### To do
Your response should be every line from the entries that includes the string "lists".

*** Block opens ***

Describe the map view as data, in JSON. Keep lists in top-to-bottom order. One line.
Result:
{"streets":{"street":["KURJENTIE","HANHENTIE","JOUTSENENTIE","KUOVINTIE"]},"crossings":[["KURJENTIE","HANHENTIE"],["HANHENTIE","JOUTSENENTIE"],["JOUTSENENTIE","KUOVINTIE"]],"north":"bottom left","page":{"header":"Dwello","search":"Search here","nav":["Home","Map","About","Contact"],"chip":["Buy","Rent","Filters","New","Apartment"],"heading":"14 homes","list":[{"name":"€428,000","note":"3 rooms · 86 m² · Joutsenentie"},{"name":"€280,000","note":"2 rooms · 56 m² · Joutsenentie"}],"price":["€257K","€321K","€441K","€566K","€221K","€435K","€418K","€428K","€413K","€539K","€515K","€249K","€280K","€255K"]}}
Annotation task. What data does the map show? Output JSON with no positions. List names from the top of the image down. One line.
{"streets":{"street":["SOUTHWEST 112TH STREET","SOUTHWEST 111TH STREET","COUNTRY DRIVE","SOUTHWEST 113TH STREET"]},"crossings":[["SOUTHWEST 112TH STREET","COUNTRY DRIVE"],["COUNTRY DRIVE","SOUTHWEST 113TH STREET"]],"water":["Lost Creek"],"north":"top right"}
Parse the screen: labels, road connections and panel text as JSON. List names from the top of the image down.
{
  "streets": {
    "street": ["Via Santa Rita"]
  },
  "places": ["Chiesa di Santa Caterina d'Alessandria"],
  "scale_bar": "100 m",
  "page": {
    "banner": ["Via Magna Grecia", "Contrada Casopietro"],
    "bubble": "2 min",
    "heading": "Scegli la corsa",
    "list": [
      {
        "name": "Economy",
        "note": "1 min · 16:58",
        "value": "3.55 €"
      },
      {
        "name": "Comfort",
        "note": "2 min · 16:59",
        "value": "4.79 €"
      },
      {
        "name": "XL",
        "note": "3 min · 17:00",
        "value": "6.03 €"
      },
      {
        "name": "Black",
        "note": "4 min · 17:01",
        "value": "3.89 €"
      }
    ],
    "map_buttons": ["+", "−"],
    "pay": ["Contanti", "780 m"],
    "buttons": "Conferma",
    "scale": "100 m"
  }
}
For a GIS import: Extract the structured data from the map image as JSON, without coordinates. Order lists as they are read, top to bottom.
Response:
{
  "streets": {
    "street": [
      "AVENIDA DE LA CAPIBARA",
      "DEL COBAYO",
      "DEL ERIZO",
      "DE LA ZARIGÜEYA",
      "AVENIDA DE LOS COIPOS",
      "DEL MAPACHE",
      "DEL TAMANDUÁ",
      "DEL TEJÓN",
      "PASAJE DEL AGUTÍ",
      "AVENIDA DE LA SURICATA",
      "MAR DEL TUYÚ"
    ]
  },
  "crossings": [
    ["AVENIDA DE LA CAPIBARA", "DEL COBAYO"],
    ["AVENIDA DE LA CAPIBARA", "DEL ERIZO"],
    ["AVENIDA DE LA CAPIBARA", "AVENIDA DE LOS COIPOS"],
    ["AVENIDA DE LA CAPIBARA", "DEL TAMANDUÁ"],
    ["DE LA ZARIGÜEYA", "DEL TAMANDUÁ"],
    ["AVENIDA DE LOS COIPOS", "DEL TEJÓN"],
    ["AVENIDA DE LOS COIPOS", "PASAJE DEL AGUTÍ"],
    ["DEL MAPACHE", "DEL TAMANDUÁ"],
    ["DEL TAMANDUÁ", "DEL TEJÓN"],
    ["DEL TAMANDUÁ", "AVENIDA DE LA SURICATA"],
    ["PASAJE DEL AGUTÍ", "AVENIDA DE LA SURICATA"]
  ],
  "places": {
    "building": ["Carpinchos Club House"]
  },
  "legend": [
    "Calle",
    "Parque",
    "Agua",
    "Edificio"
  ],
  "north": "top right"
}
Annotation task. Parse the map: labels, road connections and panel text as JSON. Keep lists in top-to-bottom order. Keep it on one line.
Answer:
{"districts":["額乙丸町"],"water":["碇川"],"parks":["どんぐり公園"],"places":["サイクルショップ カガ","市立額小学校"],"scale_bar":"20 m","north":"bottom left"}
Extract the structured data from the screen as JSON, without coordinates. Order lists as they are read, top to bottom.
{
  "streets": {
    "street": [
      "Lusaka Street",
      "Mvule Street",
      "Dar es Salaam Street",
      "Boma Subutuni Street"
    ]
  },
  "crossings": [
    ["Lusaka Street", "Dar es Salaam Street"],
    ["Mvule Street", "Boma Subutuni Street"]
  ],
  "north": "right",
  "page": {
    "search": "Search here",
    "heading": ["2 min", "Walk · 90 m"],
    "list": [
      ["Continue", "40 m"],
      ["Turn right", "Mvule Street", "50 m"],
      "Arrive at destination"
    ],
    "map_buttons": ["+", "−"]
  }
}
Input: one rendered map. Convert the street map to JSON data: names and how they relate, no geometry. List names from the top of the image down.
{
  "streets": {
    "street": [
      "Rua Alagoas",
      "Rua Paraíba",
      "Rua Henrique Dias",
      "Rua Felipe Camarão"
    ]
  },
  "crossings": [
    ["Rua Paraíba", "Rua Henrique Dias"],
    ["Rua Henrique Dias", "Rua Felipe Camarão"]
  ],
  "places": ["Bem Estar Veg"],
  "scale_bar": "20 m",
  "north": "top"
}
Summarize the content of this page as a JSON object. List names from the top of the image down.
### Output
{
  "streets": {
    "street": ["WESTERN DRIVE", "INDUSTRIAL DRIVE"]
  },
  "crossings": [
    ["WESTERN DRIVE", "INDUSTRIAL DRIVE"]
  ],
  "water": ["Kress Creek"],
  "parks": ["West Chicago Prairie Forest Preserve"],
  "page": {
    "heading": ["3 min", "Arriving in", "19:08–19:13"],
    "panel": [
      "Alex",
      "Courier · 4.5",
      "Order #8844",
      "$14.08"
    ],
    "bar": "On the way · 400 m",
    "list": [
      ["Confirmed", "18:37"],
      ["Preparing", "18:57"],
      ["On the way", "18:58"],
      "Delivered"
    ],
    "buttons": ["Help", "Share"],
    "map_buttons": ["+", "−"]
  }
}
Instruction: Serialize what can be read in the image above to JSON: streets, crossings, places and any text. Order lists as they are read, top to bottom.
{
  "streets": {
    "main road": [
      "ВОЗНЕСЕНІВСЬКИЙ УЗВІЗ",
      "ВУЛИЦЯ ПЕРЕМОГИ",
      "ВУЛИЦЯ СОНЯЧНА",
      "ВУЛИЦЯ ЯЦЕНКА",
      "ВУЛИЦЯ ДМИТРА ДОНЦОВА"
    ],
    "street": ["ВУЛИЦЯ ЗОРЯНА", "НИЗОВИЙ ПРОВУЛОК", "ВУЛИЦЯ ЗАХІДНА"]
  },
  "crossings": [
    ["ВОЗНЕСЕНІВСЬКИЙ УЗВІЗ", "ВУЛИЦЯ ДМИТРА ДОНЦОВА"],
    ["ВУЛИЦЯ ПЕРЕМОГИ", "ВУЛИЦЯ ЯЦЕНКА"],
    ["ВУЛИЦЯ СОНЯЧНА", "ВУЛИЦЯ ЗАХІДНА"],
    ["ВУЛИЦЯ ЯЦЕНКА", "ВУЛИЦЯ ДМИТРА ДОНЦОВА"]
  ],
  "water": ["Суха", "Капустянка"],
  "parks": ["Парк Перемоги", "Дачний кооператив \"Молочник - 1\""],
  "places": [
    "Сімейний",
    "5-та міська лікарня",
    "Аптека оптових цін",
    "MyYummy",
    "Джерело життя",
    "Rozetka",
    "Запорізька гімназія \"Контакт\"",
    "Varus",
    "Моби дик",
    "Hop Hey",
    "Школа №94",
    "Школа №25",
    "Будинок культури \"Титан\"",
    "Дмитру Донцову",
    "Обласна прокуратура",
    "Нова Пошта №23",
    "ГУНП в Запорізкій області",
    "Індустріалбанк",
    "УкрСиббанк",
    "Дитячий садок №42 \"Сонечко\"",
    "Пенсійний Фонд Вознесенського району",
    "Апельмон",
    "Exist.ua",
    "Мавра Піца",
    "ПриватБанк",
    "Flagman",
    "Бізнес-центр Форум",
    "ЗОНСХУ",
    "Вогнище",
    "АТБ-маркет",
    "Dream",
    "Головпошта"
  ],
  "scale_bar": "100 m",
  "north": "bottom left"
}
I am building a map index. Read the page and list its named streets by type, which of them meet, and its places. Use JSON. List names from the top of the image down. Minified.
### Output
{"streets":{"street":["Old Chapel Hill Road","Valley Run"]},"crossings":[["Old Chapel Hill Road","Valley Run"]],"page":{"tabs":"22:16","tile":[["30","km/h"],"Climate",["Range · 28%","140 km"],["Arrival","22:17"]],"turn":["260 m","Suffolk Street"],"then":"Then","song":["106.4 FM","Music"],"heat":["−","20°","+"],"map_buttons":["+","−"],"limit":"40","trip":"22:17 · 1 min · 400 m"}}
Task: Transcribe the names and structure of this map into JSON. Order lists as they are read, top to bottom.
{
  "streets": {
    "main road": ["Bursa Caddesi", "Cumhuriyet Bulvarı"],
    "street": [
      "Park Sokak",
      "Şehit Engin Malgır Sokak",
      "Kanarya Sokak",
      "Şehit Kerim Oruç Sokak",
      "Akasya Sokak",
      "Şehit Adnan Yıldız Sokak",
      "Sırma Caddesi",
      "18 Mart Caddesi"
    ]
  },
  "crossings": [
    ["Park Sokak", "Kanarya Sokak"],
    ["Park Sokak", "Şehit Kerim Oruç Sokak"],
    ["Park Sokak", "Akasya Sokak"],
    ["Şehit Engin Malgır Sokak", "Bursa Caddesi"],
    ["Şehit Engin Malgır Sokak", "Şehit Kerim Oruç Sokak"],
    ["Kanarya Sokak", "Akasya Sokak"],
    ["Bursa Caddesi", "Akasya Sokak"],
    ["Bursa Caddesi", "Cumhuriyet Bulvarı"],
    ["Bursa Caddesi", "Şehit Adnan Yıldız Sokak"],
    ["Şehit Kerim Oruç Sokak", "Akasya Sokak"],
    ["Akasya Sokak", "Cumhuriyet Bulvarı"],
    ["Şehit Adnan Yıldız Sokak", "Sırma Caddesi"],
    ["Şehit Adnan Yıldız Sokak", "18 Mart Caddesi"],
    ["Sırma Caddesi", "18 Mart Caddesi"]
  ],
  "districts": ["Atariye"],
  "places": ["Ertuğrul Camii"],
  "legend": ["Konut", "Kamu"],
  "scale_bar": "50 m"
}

*** Block closes ***

### Exercise response
Describe the map view as data, in JSON. Keep lists in top-to-bottom order. One line.
For a GIS import: Extract the structured data from the map image as JSON, without coordinates. Order lists as they are read, top to bottom.
Annotation task. Parse the map: labels, road connections and panel text as JSON. Keep lists in top-to-bottom order. Keep it on one line.
Extract the structured data from the screen as JSON, without coordinates. Order lists as they are read, top to bottom.
Instruction: Serialize what can be read in the image above to JSON: streets, crossings, places and any text. Order lists as they are read, top to bottom.
Task: Transcribe the names and structure of this map into JSON. Order lists as they are read, top to bottom.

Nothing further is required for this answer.